Это был Пшежецкий, От него узнала, что ты в Институте Обуха, потому что сломалась вентиляция, а вещество вредно для кожи. Но говорил он так, будто вот-вот лишится рассудка, дважды повторив, что он не знал, какая ты Рябова, что он не виноват, что произошла ужасная ошибка. Он кричал, что ты никогда не упоминала ни о муже, ни о семье Платэ… – Все это было похоже на истерику. Когда он спросил меня, правда ли, ЧТО Я РОДНАЯ СЕСТРА АЛЬФРЕДА ФЕЛИКСОВИЧА, я решила, что он просто сумасшедший, и на этом разговор был окончен. Я помчалась в институт Обуха. Но к тебе не пускали. Один день мне объясняли, что тебе вредно присутствие посторонних, другой, что врачи опасаются инфекций с улицы, потом, что у вас в палате карантин. О твоем здоровье отвечали расплывчато: «не знаем, посмотрим, будет видно». Сергей услышал обо всем от меня еще во вторник и стал разыскивать Колю, но тот позвонил сам около часа ночи. Успокаивал меня, убеждая, что вещество действует только на кожу и как-то странно посочувствовал: «Ужасно досадная история!».
Мне показалось, будто он чего-то недоговаривает: – у него были какие-то неискренние интонации. Я попросила сказать мне правду, но ты сама понимаешь, что это как раз единственное, чего он не мог.

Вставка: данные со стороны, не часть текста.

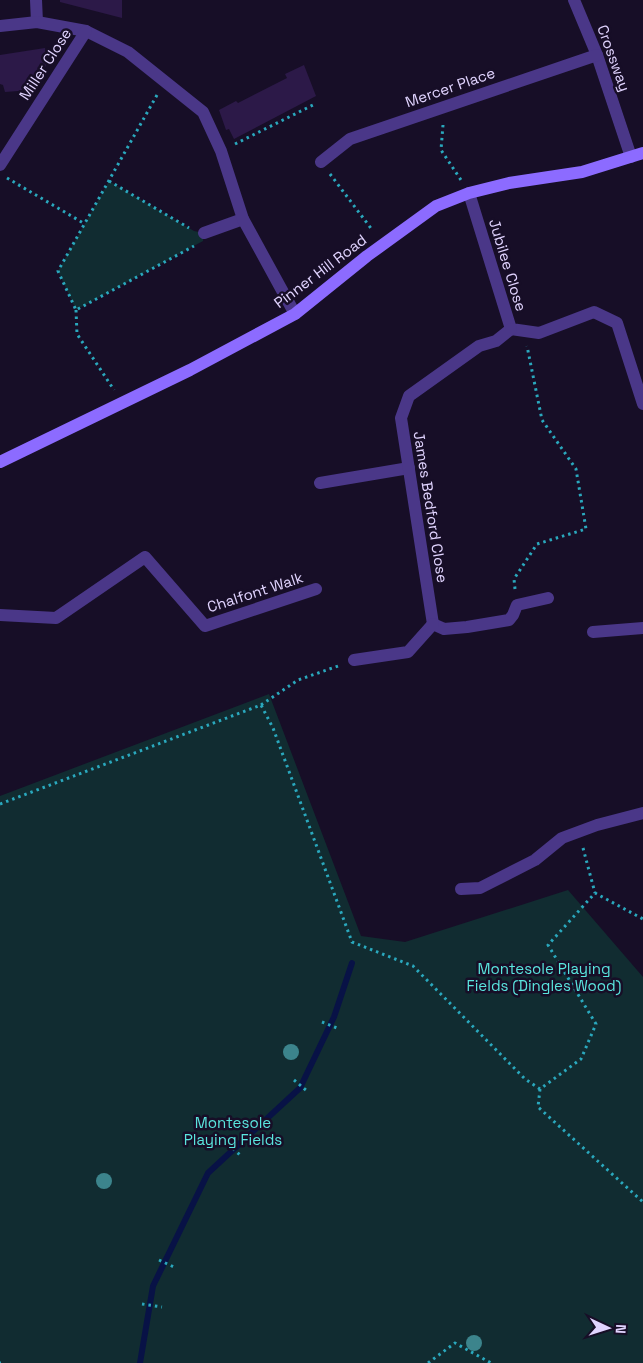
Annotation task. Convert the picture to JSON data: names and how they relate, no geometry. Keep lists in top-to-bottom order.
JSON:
{
  "streets": {
    "street": [
      "Crossway",
      "Miller Close",
      "Mercer Place",
      "Jubilee Close",
      "Pinner Hill Road",
      "James Bedford Close",
      "Chalfont Walk"
    ]
  },
  "crossings": [
    ["Crossway", "Mercer Place"],
    ["Crossway", "Pinner Hill Road"],
    ["Jubilee Close", "Pinner Hill Road"],
    ["Jubilee Close", "James Bedford Close"]
  ],
  "parks": ["Montesole Playing Fields (Dingles Wood)", "Montesole Playing Fields"],
  "north": "right"
}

Голос мамы дрогнул и оборвался. Она отходит к окну, и я вижу только ее усталые, плечи и беспомощные руки. Она так пристально смотрит, на неэамерзший угол стекла, будто пытается понять, что там сейчас, за окном…
– Моя дорогая,– не забывай, что Коля член их партии и к тому же баллотируется в членкоры. Я думаю, он не случайно ходил к начальству и не мог, понимаешь, ну, не мог ничего сказать. Бог ему судья… Обычно она говорит так о совсем чужих людях.
– А дядя Фред…. тоже? –У меня пересыхает в горле.
– Девочка моя, когда-нибудь ты научишься разбираться в людях и еще кое в чем… Мой брат не стал бы молчать ни одной минуты. Его неожиданно отправили в командировку. Он даже не успел попрощаться со мной, а о тебе узнал лишь два дня назад, когда вернулся в Москву…
Поверь мне, за всю свою жизнь я не видела его в таком подавленном состоянии, как сейчас. Он был у меня в воскресенье, когда с тобой сидел отец.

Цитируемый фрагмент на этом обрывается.